Search the listing below for the word "route" and copy each line where it appears.

[Start of section]

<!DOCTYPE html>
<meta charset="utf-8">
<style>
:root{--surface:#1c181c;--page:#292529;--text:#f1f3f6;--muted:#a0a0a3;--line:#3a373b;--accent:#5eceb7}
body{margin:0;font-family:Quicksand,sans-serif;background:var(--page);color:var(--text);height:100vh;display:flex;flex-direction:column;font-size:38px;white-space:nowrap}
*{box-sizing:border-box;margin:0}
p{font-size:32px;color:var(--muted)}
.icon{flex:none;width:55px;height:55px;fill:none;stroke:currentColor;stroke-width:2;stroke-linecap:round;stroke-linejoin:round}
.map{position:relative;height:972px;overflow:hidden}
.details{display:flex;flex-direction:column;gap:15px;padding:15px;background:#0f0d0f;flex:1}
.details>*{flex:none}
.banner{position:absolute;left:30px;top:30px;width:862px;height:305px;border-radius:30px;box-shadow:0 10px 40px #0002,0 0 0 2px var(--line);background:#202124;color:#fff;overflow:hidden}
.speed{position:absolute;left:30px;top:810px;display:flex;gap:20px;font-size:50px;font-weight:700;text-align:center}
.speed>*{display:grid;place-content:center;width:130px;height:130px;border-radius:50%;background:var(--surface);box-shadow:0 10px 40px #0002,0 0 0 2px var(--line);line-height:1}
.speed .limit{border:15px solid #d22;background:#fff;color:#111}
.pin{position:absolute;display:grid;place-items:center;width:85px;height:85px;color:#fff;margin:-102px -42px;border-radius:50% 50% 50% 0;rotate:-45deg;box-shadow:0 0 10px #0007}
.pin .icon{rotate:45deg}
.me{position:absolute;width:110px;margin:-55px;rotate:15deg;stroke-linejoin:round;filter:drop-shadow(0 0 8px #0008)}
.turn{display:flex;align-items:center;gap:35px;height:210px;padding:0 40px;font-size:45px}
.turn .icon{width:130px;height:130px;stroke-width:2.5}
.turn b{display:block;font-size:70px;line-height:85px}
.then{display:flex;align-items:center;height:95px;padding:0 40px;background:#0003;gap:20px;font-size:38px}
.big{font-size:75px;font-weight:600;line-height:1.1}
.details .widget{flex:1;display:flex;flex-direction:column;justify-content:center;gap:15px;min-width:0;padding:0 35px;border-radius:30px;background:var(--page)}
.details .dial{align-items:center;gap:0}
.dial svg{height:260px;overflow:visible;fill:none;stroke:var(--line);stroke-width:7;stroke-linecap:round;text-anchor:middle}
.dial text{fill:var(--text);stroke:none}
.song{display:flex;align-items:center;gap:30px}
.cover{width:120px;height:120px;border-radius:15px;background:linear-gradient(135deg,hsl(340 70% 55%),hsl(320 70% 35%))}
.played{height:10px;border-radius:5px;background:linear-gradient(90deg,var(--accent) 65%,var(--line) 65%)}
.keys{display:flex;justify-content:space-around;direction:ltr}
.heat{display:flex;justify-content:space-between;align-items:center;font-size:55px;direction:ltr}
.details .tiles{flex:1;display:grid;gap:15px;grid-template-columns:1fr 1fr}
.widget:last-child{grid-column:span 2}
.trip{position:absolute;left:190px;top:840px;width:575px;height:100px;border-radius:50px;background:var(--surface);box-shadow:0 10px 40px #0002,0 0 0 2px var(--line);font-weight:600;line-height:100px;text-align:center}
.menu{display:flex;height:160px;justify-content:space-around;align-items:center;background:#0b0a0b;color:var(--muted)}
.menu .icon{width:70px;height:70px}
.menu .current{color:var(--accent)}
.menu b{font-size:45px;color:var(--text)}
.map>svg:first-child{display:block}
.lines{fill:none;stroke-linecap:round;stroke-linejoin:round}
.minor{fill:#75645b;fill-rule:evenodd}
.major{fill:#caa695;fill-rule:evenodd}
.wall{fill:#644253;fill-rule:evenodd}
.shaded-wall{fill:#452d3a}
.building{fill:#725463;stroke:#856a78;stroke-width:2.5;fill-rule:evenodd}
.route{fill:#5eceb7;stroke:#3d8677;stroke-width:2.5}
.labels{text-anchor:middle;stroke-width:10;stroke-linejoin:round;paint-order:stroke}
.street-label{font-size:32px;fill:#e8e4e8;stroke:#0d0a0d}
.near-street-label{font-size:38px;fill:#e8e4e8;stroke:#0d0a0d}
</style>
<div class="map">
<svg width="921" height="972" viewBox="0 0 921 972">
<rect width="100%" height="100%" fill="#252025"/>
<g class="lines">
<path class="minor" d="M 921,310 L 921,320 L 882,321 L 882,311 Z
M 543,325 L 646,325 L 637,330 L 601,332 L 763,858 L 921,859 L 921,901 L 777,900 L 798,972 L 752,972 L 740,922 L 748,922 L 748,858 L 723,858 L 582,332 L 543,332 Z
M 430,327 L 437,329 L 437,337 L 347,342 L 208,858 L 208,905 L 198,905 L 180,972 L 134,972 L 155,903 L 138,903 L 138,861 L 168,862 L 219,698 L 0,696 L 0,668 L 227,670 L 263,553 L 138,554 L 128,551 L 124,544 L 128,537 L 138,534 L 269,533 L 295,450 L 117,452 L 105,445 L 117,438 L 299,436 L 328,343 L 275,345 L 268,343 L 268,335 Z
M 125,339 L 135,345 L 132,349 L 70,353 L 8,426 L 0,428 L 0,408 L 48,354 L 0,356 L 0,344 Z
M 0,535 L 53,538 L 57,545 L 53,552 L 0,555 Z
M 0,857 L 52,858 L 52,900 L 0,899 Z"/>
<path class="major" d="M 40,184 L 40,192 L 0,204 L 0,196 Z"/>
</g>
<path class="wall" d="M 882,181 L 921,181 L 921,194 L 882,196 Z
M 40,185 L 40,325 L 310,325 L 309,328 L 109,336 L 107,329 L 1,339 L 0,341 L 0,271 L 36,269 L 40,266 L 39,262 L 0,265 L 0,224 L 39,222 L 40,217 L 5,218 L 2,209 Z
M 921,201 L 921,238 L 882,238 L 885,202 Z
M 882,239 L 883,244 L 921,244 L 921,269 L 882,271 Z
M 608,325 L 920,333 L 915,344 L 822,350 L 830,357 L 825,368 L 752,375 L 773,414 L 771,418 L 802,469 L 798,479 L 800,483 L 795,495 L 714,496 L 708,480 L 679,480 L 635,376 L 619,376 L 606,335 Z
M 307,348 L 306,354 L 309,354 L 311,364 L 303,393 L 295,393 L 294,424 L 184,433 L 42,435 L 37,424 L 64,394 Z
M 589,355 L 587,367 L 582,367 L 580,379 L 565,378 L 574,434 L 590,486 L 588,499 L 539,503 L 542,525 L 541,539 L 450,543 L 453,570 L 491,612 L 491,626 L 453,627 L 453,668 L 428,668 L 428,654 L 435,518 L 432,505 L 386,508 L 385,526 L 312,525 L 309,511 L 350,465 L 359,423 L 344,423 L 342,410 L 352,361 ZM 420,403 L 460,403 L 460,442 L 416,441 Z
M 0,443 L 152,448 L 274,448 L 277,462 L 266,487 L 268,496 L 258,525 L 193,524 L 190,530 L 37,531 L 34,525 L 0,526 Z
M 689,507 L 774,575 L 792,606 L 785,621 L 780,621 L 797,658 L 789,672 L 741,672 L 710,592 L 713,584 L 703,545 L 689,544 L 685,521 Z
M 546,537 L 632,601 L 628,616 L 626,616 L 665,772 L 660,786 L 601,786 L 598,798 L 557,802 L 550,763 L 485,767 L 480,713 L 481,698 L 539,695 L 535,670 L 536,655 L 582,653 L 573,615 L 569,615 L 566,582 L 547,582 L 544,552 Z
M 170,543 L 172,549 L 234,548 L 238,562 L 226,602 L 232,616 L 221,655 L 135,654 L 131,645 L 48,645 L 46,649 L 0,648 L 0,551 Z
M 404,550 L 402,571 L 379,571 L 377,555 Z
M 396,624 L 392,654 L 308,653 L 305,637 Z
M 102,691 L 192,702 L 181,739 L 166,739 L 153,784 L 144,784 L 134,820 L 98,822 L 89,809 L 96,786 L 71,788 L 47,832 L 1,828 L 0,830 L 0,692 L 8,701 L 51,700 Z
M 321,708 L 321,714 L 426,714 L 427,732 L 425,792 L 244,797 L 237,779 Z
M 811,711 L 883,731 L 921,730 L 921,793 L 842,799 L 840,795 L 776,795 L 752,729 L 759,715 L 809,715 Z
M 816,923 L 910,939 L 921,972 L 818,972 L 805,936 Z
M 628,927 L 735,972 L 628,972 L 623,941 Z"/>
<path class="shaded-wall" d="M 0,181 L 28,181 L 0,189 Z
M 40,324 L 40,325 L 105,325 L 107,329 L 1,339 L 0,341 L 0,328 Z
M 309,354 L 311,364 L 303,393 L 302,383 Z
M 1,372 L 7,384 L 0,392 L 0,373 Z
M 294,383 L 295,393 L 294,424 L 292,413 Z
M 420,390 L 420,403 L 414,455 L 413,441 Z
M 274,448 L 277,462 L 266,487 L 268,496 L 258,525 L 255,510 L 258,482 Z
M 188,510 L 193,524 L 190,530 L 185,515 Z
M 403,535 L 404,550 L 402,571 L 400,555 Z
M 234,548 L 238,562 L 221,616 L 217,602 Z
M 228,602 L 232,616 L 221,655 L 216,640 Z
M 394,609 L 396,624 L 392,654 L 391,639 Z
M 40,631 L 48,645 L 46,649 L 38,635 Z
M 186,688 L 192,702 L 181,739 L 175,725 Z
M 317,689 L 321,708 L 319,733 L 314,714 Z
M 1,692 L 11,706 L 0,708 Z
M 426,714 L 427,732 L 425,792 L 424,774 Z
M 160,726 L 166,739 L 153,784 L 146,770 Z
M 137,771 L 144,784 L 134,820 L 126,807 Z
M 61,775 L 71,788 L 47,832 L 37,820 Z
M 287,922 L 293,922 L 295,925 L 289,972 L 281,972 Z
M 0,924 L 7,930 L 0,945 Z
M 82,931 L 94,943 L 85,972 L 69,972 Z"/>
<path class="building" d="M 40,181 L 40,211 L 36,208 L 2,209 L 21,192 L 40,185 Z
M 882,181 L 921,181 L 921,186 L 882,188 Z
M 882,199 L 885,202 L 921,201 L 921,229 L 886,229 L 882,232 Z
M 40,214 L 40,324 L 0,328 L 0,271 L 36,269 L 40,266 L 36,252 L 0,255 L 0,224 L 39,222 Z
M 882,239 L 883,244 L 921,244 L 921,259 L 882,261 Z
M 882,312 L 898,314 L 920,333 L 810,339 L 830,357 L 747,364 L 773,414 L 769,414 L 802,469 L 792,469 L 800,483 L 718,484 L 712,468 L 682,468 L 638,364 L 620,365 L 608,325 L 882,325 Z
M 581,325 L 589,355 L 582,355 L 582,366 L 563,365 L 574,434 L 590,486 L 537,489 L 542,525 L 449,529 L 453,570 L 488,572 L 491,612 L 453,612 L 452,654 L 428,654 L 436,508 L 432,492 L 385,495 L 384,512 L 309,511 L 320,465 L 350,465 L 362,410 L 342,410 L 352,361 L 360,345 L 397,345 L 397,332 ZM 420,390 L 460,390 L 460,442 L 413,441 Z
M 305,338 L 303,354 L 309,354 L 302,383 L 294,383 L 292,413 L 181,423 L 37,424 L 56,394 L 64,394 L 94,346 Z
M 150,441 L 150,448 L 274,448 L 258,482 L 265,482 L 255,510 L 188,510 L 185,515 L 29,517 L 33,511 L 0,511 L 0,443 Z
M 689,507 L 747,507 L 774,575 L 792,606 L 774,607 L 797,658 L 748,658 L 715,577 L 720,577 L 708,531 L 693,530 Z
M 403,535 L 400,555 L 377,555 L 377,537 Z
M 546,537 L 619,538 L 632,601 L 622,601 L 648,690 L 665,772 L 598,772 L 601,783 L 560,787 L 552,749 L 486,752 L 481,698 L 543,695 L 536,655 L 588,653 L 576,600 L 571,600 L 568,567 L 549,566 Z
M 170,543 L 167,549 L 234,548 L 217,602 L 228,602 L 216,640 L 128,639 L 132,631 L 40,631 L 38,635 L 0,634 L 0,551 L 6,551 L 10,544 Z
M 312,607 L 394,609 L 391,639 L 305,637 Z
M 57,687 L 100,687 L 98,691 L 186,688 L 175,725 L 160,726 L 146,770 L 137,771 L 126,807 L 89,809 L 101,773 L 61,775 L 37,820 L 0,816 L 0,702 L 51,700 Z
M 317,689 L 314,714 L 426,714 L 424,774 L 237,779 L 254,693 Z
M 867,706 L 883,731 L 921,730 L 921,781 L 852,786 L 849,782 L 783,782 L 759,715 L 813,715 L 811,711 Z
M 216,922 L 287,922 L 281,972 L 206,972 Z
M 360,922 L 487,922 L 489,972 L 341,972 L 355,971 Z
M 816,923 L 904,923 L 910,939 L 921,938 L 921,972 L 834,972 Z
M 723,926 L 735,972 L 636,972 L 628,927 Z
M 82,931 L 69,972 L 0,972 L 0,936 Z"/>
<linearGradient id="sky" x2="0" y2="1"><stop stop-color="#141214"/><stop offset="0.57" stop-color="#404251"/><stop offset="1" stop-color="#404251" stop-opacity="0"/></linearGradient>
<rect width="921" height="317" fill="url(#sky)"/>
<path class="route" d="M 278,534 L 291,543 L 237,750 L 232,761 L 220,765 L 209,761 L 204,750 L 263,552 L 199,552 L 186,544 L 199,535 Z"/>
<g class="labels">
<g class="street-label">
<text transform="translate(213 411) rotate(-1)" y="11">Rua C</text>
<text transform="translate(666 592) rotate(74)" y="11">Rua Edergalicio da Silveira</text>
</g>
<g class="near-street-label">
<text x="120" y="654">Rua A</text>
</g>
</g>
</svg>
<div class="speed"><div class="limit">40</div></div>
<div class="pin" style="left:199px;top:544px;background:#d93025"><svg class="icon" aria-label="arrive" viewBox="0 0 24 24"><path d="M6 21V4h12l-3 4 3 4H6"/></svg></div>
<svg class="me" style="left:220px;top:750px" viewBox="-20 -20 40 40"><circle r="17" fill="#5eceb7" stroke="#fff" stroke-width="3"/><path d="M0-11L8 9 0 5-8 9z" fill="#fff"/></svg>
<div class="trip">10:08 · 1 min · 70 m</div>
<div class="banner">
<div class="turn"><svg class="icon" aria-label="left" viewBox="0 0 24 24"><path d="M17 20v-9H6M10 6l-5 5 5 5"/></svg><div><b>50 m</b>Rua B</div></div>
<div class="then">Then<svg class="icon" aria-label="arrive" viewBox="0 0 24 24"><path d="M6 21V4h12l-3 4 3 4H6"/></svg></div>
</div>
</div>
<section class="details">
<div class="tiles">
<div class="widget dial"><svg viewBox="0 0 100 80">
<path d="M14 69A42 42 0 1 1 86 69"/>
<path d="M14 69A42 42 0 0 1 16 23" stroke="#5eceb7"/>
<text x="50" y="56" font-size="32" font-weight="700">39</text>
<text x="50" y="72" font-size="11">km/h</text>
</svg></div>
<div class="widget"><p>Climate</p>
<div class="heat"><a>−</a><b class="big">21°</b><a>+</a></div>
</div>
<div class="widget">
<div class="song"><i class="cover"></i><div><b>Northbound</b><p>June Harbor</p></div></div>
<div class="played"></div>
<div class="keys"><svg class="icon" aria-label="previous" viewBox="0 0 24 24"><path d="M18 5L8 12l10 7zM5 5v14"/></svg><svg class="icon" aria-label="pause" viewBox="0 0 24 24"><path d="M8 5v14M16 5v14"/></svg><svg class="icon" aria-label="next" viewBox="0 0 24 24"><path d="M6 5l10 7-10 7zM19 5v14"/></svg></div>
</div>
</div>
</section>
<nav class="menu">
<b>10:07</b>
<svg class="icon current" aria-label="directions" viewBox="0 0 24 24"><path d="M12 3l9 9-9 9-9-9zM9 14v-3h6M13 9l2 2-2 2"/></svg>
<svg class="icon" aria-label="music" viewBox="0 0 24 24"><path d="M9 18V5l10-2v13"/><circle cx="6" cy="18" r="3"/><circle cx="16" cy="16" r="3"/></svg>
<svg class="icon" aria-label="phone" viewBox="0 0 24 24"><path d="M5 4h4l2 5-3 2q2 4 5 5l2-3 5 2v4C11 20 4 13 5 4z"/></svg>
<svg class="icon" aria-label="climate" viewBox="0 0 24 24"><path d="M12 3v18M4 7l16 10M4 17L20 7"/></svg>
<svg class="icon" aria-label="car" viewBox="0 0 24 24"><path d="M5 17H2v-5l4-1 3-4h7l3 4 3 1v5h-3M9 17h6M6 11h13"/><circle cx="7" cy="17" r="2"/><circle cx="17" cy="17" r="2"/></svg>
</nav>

[End of section]

◆ Output below
.route{fill:#5eceb7;stroke:#3d8677;stroke-width:2.5}
<path class="route" d="M 278,534 L 291,543 L 237,750 L 232,761 L 220,765 L 209,761 L 204,750 L 263,552 L 199,552 L 186,544 L 199,535 Z"/>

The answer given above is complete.